▸ Goal of the exercise: Among the entries, find the lines with the string "align" and copy them.
►
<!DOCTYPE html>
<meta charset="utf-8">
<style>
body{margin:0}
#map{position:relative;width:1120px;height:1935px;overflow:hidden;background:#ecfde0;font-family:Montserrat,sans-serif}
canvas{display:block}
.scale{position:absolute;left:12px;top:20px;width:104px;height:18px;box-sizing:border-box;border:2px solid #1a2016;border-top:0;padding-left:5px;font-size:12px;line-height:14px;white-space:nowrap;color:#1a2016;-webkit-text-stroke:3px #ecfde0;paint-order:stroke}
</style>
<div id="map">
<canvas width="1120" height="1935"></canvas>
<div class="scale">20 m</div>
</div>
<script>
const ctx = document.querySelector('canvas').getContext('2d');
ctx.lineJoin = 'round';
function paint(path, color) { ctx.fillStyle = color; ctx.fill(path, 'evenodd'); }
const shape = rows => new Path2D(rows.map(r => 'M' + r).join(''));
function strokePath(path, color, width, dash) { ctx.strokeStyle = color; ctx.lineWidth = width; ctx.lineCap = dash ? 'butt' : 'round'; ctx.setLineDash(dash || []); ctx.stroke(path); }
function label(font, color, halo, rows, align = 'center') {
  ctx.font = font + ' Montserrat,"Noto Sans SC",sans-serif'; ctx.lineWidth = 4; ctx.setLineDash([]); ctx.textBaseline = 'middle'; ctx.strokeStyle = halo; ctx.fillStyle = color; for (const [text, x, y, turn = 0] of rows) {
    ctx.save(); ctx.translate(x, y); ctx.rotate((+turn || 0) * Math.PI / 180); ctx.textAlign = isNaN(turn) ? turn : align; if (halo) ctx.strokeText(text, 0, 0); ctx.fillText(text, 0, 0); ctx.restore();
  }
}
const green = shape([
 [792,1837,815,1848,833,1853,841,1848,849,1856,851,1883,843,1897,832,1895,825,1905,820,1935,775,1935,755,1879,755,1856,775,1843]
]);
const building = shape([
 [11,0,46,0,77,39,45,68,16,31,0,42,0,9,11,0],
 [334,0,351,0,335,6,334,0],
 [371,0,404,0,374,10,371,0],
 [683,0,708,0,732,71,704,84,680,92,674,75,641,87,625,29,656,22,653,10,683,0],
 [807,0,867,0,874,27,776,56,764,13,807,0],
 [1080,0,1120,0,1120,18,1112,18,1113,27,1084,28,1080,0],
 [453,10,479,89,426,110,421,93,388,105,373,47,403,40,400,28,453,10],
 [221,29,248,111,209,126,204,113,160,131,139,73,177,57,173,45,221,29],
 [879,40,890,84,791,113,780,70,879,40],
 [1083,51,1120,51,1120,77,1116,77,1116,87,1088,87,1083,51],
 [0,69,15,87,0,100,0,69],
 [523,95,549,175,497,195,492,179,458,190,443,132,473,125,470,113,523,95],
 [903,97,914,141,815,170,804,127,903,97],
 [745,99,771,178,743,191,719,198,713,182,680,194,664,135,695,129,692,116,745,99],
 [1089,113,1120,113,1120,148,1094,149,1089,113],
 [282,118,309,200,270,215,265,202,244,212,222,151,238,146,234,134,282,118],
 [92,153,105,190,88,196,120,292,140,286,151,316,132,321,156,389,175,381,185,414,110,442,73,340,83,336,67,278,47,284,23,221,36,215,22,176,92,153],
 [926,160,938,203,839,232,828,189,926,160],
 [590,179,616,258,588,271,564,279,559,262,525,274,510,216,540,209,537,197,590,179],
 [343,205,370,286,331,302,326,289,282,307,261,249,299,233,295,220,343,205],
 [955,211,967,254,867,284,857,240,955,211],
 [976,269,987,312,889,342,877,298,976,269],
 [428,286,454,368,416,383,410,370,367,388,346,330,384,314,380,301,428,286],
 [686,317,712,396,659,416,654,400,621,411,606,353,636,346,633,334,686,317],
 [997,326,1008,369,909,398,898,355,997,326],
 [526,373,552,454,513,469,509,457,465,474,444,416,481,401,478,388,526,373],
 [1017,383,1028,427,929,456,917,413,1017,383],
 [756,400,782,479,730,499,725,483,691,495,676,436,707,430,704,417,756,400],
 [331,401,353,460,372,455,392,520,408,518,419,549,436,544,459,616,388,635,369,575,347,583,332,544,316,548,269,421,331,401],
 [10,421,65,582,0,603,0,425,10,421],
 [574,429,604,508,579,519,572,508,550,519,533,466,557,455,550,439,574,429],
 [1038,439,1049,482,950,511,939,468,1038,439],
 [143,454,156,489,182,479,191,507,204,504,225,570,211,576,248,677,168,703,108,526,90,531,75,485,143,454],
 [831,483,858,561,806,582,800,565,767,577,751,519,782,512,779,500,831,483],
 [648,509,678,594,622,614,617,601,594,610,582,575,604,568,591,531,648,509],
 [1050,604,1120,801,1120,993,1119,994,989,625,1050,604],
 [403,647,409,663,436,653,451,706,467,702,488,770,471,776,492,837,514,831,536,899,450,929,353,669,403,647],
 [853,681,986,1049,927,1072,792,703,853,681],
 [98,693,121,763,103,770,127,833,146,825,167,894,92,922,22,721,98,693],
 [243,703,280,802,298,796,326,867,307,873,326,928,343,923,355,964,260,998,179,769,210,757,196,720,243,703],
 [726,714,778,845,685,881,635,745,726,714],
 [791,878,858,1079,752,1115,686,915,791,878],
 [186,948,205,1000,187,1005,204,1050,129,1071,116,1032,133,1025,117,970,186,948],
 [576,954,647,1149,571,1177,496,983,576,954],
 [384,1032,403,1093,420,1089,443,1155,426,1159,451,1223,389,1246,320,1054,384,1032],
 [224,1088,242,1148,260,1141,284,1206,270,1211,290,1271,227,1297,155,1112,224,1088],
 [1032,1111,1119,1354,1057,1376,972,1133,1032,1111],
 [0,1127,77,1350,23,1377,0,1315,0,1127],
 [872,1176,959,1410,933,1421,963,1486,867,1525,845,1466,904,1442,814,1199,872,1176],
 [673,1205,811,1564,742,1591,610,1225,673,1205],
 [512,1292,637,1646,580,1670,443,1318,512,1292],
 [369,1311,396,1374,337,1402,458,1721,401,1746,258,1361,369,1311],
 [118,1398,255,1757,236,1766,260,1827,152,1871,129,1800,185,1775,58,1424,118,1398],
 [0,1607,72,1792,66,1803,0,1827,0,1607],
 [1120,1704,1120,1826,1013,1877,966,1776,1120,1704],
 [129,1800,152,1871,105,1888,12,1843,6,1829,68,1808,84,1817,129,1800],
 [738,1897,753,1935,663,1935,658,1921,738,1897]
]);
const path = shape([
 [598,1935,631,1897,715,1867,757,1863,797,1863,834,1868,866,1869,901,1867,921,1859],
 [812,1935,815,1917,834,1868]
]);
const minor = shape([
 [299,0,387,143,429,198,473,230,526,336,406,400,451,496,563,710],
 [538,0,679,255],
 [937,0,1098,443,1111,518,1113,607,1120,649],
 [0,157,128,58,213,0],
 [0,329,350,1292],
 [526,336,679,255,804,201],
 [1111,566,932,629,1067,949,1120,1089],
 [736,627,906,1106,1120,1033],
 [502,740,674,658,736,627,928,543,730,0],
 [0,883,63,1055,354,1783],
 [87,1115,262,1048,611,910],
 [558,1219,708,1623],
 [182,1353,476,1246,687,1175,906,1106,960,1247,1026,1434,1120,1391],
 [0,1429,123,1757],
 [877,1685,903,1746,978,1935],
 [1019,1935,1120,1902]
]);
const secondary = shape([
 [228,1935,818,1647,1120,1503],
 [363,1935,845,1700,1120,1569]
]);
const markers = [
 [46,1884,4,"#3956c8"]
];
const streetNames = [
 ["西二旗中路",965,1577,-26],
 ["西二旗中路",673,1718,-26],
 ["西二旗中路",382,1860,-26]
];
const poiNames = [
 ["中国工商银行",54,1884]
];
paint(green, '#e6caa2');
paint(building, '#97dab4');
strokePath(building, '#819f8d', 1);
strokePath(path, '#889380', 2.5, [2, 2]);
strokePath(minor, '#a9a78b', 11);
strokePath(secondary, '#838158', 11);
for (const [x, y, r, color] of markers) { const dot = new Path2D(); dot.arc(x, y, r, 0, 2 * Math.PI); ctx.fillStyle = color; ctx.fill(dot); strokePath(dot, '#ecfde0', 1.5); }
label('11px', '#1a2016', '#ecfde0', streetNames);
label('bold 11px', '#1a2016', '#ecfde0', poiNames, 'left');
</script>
◄
▸ Solution below:
function label(font, color, halo, rows, align = 'center') {
    ctx.save(); ctx.translate(x, y); ctx.rotate((+turn || 0) * Math.PI / 180); ctx.textAlign = isNaN(turn) ? turn : align; if (halo) ctx.strokeText(text, 0, 0); ctx.fillText(text, 0, 0); ctx.restore();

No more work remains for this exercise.